To glimpse the new cycling economy in Victoria, take a stroll, or a pedal, down Harbour Road in Vic West, past the shipyard and condos, to the building that houses Caffé Fantastico and its neighbours, Fol Epi Bakery and Trek Bicycle Store.
“Probably at least 50 to 60 per cent of our business comes from cyclists,” says Harriet Carter, a keen cyclist and manager of the deli that Fantastico added to its café three years ago.
“The bridge and bike lanes had a big impact on our business. It’s probably increased about 15 per cent.”
The café and deli do a brisk business catering to cyclists. That might surprise cycling critics who blame bike lanes for downtown parking problems, the tighter squeeze for buses and emergency vehicles and the construction disruption. The cycling network has been one of Mayor Lisa Helps’ most controversial initiatives, and the ensuing pushback was one reason she was hounded off Facebook.
But do a little digging, and you’ll find plenty of supporters. Carter says Vic West now feels more connected to downtown: “It feels a little more of a community now because of the cycle lanes.”
Next door at Trek Bicycle Store, owner Troy Woodburn agrees. “It’s a great spot, right at the entrance to the Galloping Goose. Lots of traffic back and forth.”
Woodburn says new bike shops and rental outlets are popping up around the city. When he learned Fantastico wanted to add a bike store to its complex, he jumped at it. It will be his third summer in the new location, and it’s paying off.

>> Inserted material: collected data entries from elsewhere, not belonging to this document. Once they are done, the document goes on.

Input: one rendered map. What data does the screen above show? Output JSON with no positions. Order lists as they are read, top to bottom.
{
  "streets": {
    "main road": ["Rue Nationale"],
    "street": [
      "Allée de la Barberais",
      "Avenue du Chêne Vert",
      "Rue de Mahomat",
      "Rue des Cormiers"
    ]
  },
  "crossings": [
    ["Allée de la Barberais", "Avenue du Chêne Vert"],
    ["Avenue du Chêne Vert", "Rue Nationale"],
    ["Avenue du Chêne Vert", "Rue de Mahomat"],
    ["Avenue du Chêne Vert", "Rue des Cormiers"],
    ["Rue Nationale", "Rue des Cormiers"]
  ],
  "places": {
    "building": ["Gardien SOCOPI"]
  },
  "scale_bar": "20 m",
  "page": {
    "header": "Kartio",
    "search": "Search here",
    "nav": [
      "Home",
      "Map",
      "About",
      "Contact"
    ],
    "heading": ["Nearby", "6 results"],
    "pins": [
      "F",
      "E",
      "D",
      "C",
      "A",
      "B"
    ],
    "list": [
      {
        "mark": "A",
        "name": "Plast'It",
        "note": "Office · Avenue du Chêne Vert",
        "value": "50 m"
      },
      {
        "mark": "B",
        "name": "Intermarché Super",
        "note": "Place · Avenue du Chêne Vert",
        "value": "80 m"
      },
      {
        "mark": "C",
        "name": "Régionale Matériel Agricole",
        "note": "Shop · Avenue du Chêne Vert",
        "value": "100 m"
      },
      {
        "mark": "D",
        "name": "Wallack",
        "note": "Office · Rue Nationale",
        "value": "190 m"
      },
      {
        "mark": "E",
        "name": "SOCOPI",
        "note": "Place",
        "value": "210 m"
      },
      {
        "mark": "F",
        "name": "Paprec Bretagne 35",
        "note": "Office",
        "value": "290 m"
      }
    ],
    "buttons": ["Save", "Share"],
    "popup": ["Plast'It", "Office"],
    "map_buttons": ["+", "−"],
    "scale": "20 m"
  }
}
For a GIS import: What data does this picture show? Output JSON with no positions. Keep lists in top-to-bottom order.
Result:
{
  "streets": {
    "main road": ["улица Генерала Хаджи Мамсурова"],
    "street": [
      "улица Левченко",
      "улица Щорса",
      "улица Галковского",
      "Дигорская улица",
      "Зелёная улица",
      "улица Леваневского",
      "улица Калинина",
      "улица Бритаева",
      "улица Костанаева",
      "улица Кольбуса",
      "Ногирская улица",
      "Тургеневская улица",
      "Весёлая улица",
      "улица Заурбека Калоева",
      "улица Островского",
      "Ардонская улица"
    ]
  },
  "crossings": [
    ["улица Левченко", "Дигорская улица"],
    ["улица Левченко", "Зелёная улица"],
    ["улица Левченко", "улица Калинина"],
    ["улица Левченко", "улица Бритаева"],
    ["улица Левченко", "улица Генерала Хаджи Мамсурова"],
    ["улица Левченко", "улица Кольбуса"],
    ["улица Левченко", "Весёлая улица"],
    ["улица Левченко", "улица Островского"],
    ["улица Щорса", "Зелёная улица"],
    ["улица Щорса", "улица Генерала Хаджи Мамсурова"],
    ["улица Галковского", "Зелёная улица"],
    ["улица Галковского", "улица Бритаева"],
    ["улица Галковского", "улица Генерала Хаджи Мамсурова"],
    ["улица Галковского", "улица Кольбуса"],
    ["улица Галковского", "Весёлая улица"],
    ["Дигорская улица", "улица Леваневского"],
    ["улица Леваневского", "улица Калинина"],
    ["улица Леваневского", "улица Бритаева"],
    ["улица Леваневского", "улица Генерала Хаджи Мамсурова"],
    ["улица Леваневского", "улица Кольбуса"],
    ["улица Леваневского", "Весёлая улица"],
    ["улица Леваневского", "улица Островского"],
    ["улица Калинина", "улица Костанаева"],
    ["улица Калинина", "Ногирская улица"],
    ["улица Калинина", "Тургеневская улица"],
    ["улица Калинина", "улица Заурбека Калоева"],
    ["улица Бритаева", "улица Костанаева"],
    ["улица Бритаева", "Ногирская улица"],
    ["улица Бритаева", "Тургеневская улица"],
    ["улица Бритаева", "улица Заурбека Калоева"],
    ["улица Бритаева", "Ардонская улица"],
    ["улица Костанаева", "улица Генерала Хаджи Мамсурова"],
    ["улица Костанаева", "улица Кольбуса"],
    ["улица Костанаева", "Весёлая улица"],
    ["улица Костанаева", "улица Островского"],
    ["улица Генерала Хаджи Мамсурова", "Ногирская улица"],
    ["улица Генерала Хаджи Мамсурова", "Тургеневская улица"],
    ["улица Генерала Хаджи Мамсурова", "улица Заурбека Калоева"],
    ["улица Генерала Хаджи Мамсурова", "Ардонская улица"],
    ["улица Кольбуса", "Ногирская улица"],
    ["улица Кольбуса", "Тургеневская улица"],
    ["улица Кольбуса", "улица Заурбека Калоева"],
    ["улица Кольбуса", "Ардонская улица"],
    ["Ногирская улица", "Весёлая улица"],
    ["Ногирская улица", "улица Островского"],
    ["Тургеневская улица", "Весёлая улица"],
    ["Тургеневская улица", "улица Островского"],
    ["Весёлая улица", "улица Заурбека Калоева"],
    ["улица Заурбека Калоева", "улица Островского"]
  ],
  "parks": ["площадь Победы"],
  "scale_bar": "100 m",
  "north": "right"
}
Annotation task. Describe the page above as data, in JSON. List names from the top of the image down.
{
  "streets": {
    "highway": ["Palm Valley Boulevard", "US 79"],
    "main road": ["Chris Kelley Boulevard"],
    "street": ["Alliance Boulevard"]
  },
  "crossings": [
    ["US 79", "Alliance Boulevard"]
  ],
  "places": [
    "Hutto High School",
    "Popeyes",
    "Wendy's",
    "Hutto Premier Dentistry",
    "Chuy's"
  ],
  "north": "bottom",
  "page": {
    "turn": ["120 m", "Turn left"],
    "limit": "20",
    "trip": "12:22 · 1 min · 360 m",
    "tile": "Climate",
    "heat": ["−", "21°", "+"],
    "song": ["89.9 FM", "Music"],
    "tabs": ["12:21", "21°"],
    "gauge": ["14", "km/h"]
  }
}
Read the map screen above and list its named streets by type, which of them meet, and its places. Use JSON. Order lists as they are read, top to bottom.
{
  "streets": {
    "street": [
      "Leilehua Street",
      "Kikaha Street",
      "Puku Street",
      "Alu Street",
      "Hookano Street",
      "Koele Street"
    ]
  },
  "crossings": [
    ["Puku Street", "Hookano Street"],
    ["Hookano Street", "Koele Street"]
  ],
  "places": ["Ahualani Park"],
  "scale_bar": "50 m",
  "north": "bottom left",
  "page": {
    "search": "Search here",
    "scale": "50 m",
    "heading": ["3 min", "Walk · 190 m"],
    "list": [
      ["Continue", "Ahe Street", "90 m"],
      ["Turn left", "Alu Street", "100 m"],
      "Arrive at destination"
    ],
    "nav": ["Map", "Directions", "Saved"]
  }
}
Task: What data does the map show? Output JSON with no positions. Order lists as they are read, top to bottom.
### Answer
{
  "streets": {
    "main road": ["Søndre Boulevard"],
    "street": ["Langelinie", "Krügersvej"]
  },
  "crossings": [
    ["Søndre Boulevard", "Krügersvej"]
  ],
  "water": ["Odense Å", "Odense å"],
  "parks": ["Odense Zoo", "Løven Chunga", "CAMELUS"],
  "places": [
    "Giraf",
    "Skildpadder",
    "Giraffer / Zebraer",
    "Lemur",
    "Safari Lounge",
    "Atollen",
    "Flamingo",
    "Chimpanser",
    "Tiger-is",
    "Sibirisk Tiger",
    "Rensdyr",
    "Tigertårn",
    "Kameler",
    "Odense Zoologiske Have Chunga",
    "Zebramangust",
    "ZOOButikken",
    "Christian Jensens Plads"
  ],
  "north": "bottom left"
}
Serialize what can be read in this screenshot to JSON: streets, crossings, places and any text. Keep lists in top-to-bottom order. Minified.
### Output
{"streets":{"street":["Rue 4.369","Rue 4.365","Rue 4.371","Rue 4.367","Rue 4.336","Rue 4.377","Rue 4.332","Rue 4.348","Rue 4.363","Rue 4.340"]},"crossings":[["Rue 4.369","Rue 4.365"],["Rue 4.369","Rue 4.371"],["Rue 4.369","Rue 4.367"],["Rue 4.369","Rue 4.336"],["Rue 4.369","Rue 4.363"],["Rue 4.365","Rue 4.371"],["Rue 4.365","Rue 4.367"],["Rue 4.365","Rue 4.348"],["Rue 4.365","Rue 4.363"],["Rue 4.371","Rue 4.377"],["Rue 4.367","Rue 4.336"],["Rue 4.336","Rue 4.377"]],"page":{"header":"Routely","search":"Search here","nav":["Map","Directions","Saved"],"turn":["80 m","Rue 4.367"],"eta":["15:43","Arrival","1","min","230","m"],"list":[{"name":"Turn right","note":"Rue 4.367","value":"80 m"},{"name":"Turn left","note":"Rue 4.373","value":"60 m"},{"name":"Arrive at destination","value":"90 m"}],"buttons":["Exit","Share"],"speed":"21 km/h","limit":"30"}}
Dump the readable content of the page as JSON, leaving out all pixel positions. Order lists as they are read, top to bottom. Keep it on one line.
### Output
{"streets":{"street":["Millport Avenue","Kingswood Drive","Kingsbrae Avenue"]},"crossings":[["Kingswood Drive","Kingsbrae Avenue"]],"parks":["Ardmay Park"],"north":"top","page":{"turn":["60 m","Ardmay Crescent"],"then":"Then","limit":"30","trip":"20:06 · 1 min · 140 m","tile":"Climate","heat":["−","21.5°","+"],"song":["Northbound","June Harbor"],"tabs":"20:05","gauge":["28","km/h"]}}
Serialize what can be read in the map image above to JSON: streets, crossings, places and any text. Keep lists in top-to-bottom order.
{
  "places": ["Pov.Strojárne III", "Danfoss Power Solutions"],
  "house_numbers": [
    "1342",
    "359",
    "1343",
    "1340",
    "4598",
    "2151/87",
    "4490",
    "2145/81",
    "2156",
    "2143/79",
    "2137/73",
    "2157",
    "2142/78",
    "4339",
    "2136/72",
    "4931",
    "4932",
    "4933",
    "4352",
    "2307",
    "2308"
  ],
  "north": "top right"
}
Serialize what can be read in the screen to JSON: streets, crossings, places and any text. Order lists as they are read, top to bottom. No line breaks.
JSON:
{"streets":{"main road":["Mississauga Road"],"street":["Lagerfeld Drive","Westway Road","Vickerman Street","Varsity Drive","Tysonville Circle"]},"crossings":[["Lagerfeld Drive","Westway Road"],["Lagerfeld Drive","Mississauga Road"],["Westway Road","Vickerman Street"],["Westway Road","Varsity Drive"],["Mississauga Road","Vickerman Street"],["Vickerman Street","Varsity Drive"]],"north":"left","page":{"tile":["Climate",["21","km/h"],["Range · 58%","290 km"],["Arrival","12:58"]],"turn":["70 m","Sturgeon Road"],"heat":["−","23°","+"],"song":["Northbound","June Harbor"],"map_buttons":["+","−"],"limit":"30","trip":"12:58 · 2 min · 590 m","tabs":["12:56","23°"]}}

“Definitely more people buying bikes or riding bikes to work now because of the bridge,” he says, noting his niche market in electric bikes. They’re popular, he says, among people “who used to be on bikes but got a little timid or scared or can’t ride them as well as they used to.”
Spokes of Expansion
Across the new Johnson Street Bridge, meanwhile, businesses on Pandora Avenue see hundreds of cyclists pass by on the new bike lanes. Veteran cycling activist and former city councillor John Luton looks on approvingly. The old bridge with its narrow, slippery-when-wet metal deck, was “an insurmountable barrier,” for many cyclists, Luton says.

The new bridge, meanwhile, “is the single biggest investment in cycling infrastructure in the history of the city. Commuter cyclists have to get in and out of the city, so the bridge was the broken link.”
The bike shop at Mountain Equipment Co-op (MEC) backs onto that busy stretch of Pandora a block from the bridge.
“We’ve had a ton of extra business over the past year, especially this spring,” says Zach Peters, a bike mechanic at MEC. “Business is booming …”
Down the block at La Tana, an Italian bakery, owner Claudio Costi couldn’t be happier; he makes his deliveries by bike. With the new bike lane,“it’s much easier. It’s faster.”
And he feels more comfortable biking downtown with his 14-year-old daughter. He can’t say how many of his customers arrive by bike, but business year-over-year has been increasing by 20 per cent.
Nearby, at Habit Coffee, owner Shane Devereaux is embracing the changes. “We’re growing up finally. With that, and the [housing] density, we’re seeing more and more people moving around downtown with means other than a car … We’ve seen nothing but positives.”
Luton says all those cyclists travelling downtown are bound to have an effect on restaurants and cafés, “because they’re hungry all the time. It’s like the 5,000-calorie-a-day tourist. Do the math.”
Oh, and those cyclists get thirsty too. There’s a Victoria Ale Trail that features craft breweries and pubs and encourages cyclists and walkers to drop in for a pint. Spinnakers, the oldest brew pub in Victoria, has long been a convenient stop near the harbour. Now the craft-brewing industry is blossoming — or rather foaming — and cycle tours are pulling in at places like the new Phillips’ tasting room on Government Street.
And it’s not just downtown that has benefited. Cafés catering to cyclists have sprung up in recent years along the major cycling routes. The Nest on the Galloping Goose Trail and Harvest Road beside Mitchell’s Farm Market on the Lochside Trail are two examples.
Tom Croft views the bike lanes through a business filter; he was a banker, then a realtor, as well as an Oak Bay councillor. The last two years he was working, he often did so by bicycle, even cycling to open houses and hauling his signs in a trailer. Now retired, Croft stays in touch with the industry. He says cycle-ability will increasingly figure in buyers’ choices.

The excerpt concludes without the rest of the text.